Özel sektör yatırımlarıyla gelen büyüme; kapasite artışını getirmekte ve enflasyonla mücadelede bize yardımcı olmaktadır. Çünkü arz fazlalaşmaktadır, kapasite büyümektedir ve uzun vadeli enflasyon mücadelelerinde yine önemli bir gelişmedir.''
GÜVEN UNSURU
Tüm başarıların arkasında en önemli faktörün 'güven' olduğuna da vurgu yapan Babacan, şu görüşleri dile getirdi:
''Hükümetimiz, 4 yıl içerisinde ekonomide gerçek anlamda bir güven ortamı oluşturmuştur. Tabii bu kolay değildir. Güven, zaman içinde yavaş yavaş oluşur, bu ortamı kaybetmek kolaydır ve hızla gerçekleşir. Bunun kıymetini bilmek ve sahip çıkmak zorundayız.Güveni oluşturan en önemli faktörlerden biri siyasi istikrardır, Mali Disiplindir, Merkez Bankası'nın bağımsız oluşudur, para politikaları ve yapısal reformlardır.''
FAİZ DIŞI FAZLA
Babacan ayrıca, 2003, 2004 ve 2005 yıllarında faiz dışı fazlanın GSMH'ye oranının yüzde 6.53 olduğunu, bu oranın 2006 yılında da yüzde 6,5'in üzerinde gerçekleşmesinin beklendiğini kaydetti.
''2006 başında nakit bazda faiz dışı fazla öngörümüz 30,2 milyar YTL iken, bu yıl sonu itibariyle 38,4 milyar YTL lik faiz dışı fazla gerçekleşmesi beklenmektedir'' diyen Babacan, yine 2006 yılında, kamu kesimi borçlanma gereğinin GSMH'ye oranının eksi 3,1 olarak gerçekleşeceğini bildirdi. Babacan, şu bilgileri verdi:
''TOPLAM KAMU FİNANSMAN DENGESİ FAZLA VERECEK
''Yani, Türkiye Cumhuriyeti tarihinde toplam kamu finansman dengesi fazla verecektir. Bu rakam, yıllarca artı olmuştur. Artı olması toplam kesiminin sürekli olarak açık vermesi demektir. 2006 yılındaki dalgalanmalara rağmen bu sonuçlar, borç yükünün düşmesini sağlamıştır. Kamu net borç stokunun GSMH'ye oranının 2006 yılında yüzde 50'nin altına inmesini bekliyoruz.
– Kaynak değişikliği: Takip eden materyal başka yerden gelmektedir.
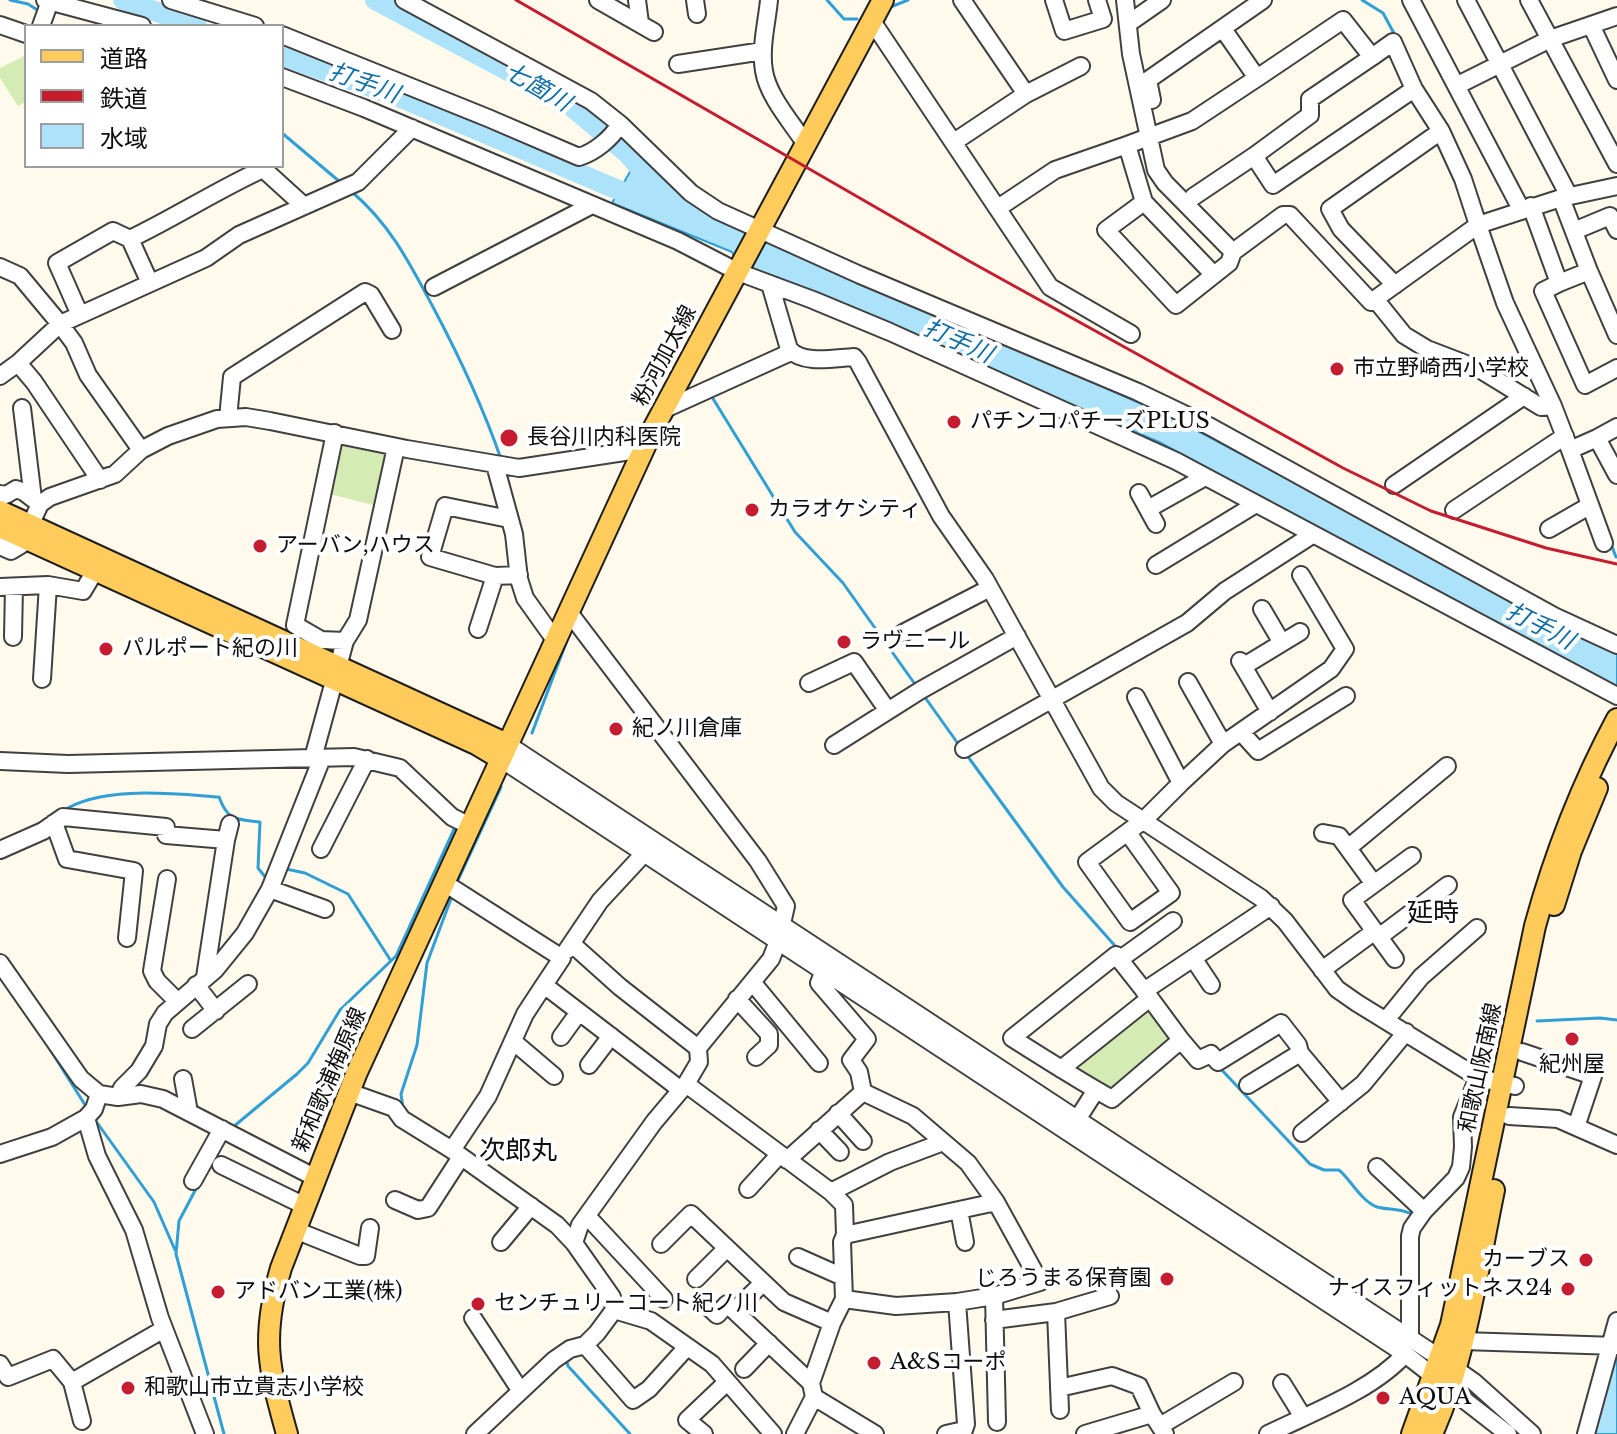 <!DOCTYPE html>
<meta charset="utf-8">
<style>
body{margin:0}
#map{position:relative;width:1617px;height:1434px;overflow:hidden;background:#fffaec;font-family:"Libre Baskerville","Noto Sans JP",serif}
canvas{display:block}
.legend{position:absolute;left:24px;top:24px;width:260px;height:144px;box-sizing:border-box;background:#fff;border:2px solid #9e9e9e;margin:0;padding:10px 14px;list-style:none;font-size:24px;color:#0d0d0d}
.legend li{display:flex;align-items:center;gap:16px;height:40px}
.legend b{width:40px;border:2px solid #9e9e9e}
</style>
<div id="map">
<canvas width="1617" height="1434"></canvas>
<ul class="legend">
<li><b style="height:10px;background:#ffcc5c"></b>道路</li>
<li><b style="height:10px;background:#c51c2f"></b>鉄道</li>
<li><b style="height:22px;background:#ade3fa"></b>水域</li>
</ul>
</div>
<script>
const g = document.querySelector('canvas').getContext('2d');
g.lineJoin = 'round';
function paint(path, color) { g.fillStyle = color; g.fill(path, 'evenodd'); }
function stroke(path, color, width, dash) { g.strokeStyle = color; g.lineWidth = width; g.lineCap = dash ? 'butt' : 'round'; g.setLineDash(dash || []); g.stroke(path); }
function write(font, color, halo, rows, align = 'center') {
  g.font = font + ' "Libre Baskerville","Noto Sans JP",serif'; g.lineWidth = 8; g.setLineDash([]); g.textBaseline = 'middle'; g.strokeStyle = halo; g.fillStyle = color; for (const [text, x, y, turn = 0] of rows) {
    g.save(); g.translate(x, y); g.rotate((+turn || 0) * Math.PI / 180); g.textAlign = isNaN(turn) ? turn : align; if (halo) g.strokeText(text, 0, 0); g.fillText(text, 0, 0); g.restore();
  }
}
const green = new Path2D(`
 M26,55v47l-8,4 -18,-28v-10z
 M342,441l44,12 -13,52 -43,-11z
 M1142,1012h10l18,25v8l-57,46 -34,-17 -2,-8z`);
const water = new Path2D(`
 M642,151l52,51 483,218 440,233v38l-458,-249 -423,-180 -4,-10 -120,-49z
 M1617,1343v91h-24z`);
const stream = new Path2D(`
 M10,0l18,4 11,7
 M827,0l17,19h13
 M1362,0l21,13 13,24
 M888,8l20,-8
 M282,133l58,49
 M352,192c38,32 58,72 81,115 26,49 50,100 68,152
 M712,397l83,135 48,51 74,104
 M1611,544l5,13
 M526,568l2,16
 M924,696l35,49
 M532,733l34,-90
 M966,754l97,133 53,60
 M63,811c39,-26 112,-17 156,-14 9,24 16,22 41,25l-2,46 8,10
 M286,869l19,4 43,21 43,67
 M457,882l44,-95
 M1537,1021l63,-3 17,2
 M46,1043l41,65
 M1220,1068l90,96 14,6h15c12,10 22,31 38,37 11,3 21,1 32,6l7,-3
 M1476,1070l10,-25 14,-20
 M403,1108l-2,-14 16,-49 10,-82 25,-67
 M93,1117l61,85 21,48
 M233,1127l64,-53 11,-11 32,-53 56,-54 59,-129
 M198,1185l-19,36 -3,33 48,180
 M566,1359l2,7 62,68`);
const river = new Path2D(`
 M123,0l74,26
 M375,0l191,102 62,52 25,30
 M282,56l117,41 243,103`);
const minor = new Path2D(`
 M45,0l97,26
 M171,0l84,26
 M404,0l187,101 29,23
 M598,0l56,32
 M637,0l3,23
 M695,0l2,14
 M769,0c-2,22 -9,48 -5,71 4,25 27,51 41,72
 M962,0l64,94 55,-28
 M1054,0l10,31 39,-12 -6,-19
 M1125,0l6,54 25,116 9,13 68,69 50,-37h7l81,87 107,-77 -15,-46 -22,-48 -111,78 11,20 54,56
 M1411,0l110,209
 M1466,0l103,196
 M1529,0l88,164
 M872,21l178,266 81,47
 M1129,23l33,-23
 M0,25l26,9
 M1591,25l26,55
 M41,26l9,-25
 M282,35l206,83 91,39c16,-5 32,-18 41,-33l71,69 27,18 142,64 278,117 71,34 345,190 63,29
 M1372,57l21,-15 21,47 27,42
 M678,64l85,-13
 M282,77l82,31 314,133 60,31 75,28 77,32 286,129 441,235
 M1458,85l92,-46 67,-23
 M1152,100l-4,-20 115,-80
 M954,142l72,-48
 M1127,145l65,-24 65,-43 -34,-49
 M1254,156l56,-41v-16l62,-42 -29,-37 -86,58
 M260,166l44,40
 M1193,197l61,-41 19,29 141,-96
 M1144,202l-38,28 70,75 53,-42 4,-11
 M1531,206l28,77 -16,8 42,94 32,-17
 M998,208l57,-38 72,-25 17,57 70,73
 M1574,231l36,-15 7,14
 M0,267l20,9 40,48 14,19 14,32 53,75
 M1589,271l28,64
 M150,283l-20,-44c46,-22 87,-49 133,-70
 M1559,283l30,-12 -28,-73
 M770,284l19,65c14,16 45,9 65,8l4,5 83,154 44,63 116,209 15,15 145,95 24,23 52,68 20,14 112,69 23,9 23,5
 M434,287l158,-82
 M1375,299l29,36 23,14 52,20 62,38 12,-1 17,44 27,-12
 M80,315l126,-57 33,-23 119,-53 54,-54
 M18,363l42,-39 20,-9 -23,-52 56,-32 17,8
 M0,376l18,-13 16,19 66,98
 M1553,406l-48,-103 -27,-78 83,-27 56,-12
 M22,408l11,91
 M663,410l128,-58
 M228,418l4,-41 133,-85 6,3 21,35
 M1617,427l-20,11 20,37
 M335,433l-40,192 26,15 24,1
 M1570,450l34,93
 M495,465l19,69 5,45 6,19 30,42
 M1394,485l130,-89
 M1139,493l17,31
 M0,494l6,1 10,-6 8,3 13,10
 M1148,509l57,-32
 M1454,510l111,-74
 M509,519l-64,-13 -15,51 65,19 24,-1
 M1549,529l40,-23
 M0,546l11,5 10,-6 19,-41 10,-7 65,-23 26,-24 27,-14 49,-17 29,-2 24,4 137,28 112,19 125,-19
 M1156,565l100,-61
 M48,585l35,6 12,-20
 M0,587l48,-2 -6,94
 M1262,609l20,34
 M568,611l190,250 28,45 -8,35 -7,18 -73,89 1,14 -13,22 -32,38 -74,103 -6,18
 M478,629l17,-53
 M903,633l87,-45
 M13,637l1,-50
 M1240,661l30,51
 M1244,666l56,-34
 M809,683l45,-21 34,49
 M1241,732l17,19 88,-55
 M507,744l933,614 34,24 58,52
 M1223,744l108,-75 14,-20 -44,-74
 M834,745l87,-55 96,-54
 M964,749l223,-126 38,-32 87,-56
 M313,758l32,-117 13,-21 38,-173
 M501,759l904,595 103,80
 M0,761l68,3 286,-7 46,11 52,49 18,9
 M1181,783l42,-39 -35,-62
 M54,823l13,36 67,12 -7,67
 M1128,833l43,60 -41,29 -43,-60 57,-42 37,-37 -45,-86
 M1323,833l16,3 35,48
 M1348,848l99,-82
 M321,849l46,-90
 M0,850l43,-19 20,-14 103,10v8l60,5 4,-16
 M167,879l-15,92 5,10 20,20
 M443,882l119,76 -18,27 137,105
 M270,889l55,20
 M1379,937l69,-52
 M572,944l48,43 78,61
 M567,950l33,-49 50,-54
 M1193,958l18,27
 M1395,959l-43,-59 60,-44
 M1119,960l54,-39
 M0,963l81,116 18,15 19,3 23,-3 22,5 153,79
 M824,970l-5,13 48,56 -16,21 8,12 4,20 50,24 55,47 28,39 -37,8
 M1322,970l53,-39
 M205,977l21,-137
 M753,983l66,80
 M196,985l20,26
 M1144,991l127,-85
 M737,999l32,35v11l-13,12
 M1386,1020l35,-43 56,-49
 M192,1029l56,-45
 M561,1037l18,-25
 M1181,1040l17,20 13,-6 7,8 63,-39 17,22 2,8 -52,32
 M514,1042l40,34
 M1522,1052l71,24 -17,51
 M1300,1053l41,49
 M589,1065l22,-29
 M1061,1069l89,-71 31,42 -69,59c-34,-19 -67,-40 -100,-61l104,-83 34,43
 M183,1079l6,33
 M686,1084l145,108 13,13 1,30 -3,7 2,57 -12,24 -21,60 3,14 -19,37
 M349,1092l45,16 8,11 50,31 105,75 17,18 38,54 2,13 -17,23 -12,12 -15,4 -16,11 -79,74
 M99,1094l-5,15 -8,9 11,38 37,74 26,88 45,116
 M118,1097l4,-9 17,-17 15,-25 4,-22 7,-11 50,-43 30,-37 25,-44 52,-131
 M838,1113l25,28
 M1509,1116l49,3 59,26
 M1073,1126l23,-36
 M819,1130l21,22
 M1302,1133l61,-49 43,-52
 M452,1150l36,-54 37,-82 19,-29
 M0,1154l52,-17 34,-19
 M787,1160l76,-68
 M221,1165l84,41
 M1377,1167l47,44 32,-33 5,-11 2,-20 -1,-30 17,-42
 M193,1181l29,-52
 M748,1189l32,-35
 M831,1192l59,-30 48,-18
 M395,1200l23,10 10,-2 33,-51
 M587,1216l77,83
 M295,1230l65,26h6l4,-28
 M845,1235l114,-25 6,32
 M501,1242l30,-36
 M661,1244l30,-30 93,88 48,21
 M798,1257l45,20
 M696,1279l31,-31
 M994,1296l3,126
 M700,1299l17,16 10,-11 84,79
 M844,1299l52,7 61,-4 9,122 -2,6 -18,4
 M957,1302l37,-6 46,-14 -44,-80
 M614,1310l37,11 61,43 61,70
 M735,1310l28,-27
 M1056,1312l4,98
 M473,1318l47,72
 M994,1320l62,-8 54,-16
 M1410,1339v-103l2,-8 12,-17
 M1463,1341l154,5
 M585,1345l48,55 16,-11 38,-42
 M0,1364l8,13 45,-18 19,23 92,-53
 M744,1369l25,-26
 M72,1382l10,39
 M1282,1383l21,34
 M1059,1388l53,-12 27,10 13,28
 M814,1397l61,37
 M1160,1426l74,-44
 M704,1434l-17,-14 40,-38
 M1085,1434l67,-20 13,20
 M1268,1434c43,-21 105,-44 137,-80
 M1586,1434l31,-113`);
const major = new Path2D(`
 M0,511l507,233
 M0,527l476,217 25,15
 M1554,905l17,-54 26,-63
 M287,1434c-19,-68 -26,-97 -6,-166l76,-196 295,-641 231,-431
 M1412,1434l39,-109 84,-399c20,-73 46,-140 82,-207
 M1432,1434c34,-76 45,-162 62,-244`);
const rail = new Path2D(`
 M516,0l453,261 374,207 88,43 115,37 71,16`);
const markers = [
 [1337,369,8,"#c51c2f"],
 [954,422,8,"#c51c2f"],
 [509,438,10,"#c51c2f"],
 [752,510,8,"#c51c2f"],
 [260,546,8,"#c51c2f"],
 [844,642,8,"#c51c2f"],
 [106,649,8,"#c51c2f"],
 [616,729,8,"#c51c2f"],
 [1572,1039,8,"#c51c2f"],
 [1586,1260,8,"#c51c2f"],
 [1167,1279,8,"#c51c2f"],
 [1568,1289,8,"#c51c2f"],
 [218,1292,8,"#c51c2f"],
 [478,1304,8,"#c51c2f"],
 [874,1363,8,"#c51c2f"],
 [128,1388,8,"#c51c2f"],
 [1383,1398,8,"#c51c2f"]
];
const streetNames = [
 ["粉河加太線",665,356,-62],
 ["和歌山阪南線",1481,1068,-78],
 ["新和歌浦梅原線",330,1080,-67]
];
const poiNames = [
 ["市立野崎西小学校",1353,369],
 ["パチンコパチーズPLUS",970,422],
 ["長谷川内科医院",527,438],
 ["カラオケシティ",768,510],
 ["アーバン,ハウス",276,546],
 ["ラヴニール",860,642],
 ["パルポート紀の川",122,649],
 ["紀ノ川倉庫",632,729],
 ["紀州屋",1572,1065,"center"],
 ["カーブス",1570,1260,"right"],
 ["じろうまる保育園",1151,1279,"right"],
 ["ナイスフィットネス24",1552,1289,"right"],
 ["アドバン工業(株)",234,1292],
 ["センチュリーコート紀ノ川",494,1304],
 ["A&Sコーポ",890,1363],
 ["和歌山市立貴志小学校",144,1388],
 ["AQUA",1399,1398]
];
const waterNames = [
 ["打手川",364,84,20],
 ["七箇川",537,88,30],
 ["打手川",958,342,24],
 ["打手川",1540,627,27]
];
const quarterNames = [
 ["延時",1433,914],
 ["次郎丸",518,1152]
];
paint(green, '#d4ecb3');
paint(water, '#ade3fa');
stroke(water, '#2f9fd6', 2);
stroke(stream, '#2f9fd6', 3);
stroke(river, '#ade3fa', 20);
stroke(minor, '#404040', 20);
stroke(major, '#1e1e1e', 24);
stroke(minor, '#fff', 16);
stroke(major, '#ffcc5c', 20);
stroke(rail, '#c51c2f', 3);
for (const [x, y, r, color] of markers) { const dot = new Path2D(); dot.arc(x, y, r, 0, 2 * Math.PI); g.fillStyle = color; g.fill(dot); stroke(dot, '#fff', 3); }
write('22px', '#0d0d0d', '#fff', streetNames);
write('22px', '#0d0d0d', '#fff', poiNames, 'left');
write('italic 24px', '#0e6ea6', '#fff', waterNames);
write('26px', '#0d0d0d', '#fff', quarterNames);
</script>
Özellikle tüm kamu kesimini düşündüğümüzde -yerel yönetimleri de içeriyor- Mart sonunda, bu rakam görülecek ama öngörümüz yüzde 50'nin altında olacak. Bu oran 2001 yılı sonunda yüzde 90,5 , 2002 yılında yüzde 78 idi. İşte bu rakamlardan yüzde 50'nin altına iniliyor.''
BORÇLARIN ÇEVRİLMESİ
2006 yılında toplam borç servisinin 170,8 milyar YTL olarak gerçekleştiğini, bunun 145,4 milyar YTL'sinin iç borç, 25,4 milyar YTL'sinin de dış borç olduğuna işaret eden Babacan, şöyle konuştu:
'''Toplam iç borçlanma ise yılbaşında öngörülen miktarın, biraz altında kalmıştır. Toplam borçlanma 125,9 milyar YTL olmuştur, bunun 111 milyar YTL'si iç, 15 milyar YTL'si dış borçtur. Borçların çevirme oranına bakıldığında ise; iç borç çevirme oranında 2006 yılını yüzde 76,3'le kapatıyoruz. Ve iç borç çevirme oranı 2006 yılında 145,4 milyar YTL içeriye borç öderken, hazine 111 milyar YTL borçlanmış yani 35 milyar YTL, ödediğinden daha az borçlanmış. Bu yüzde 76 olarak verdiğim oran 2002 yılında yüzde 102, 2003 yılında yüzde 93 oldu. Gördüğünüz gibi her oran indi.''
BORÇLANMALARDA VADE UZADI
Babacan, 2006 yılı sonunda Hazine rezervlerinin 6,2 milyar YTL artış gösterdiğini anlatırken, iç borçlanma vadelerinin 2005 yılında 27,7 ay iken, bu yıl 28 aya uzadığını söyledi.
Yurt dışı tahvil ihraçlarında da (dolar-avro) vadelerin uzadığına dikkati çeken Babacan, toplamda vade süresinin 5,5 yıla kadar gittiğini kaydetti.2006 yılında Eurobond ihraçlarının, programlanan 5,5 milyar doların bir miktar üzerinde, 5,8 milyar dolar olarak gerçekleştiği bilgisini de veren Babacan, '' Böylelikle ilk defa yurt dışı tahvil piyasasında değişim işlemi gerçekleştirilmiştir. Yani kısa vadeli Eurobondların uzun vadelerle değişim işlemi yapılmıştır'' diye konuştu.
Babacan, dövize endeksli iç borçların itfa edildiğini ve yeni dövize endeksli senet ihraç edilmediğini, bu durumun böyle devam edeceğini de kaydetti. Bakan Babacan, daha sonra basın mensuplarının sorularını yanıtladı.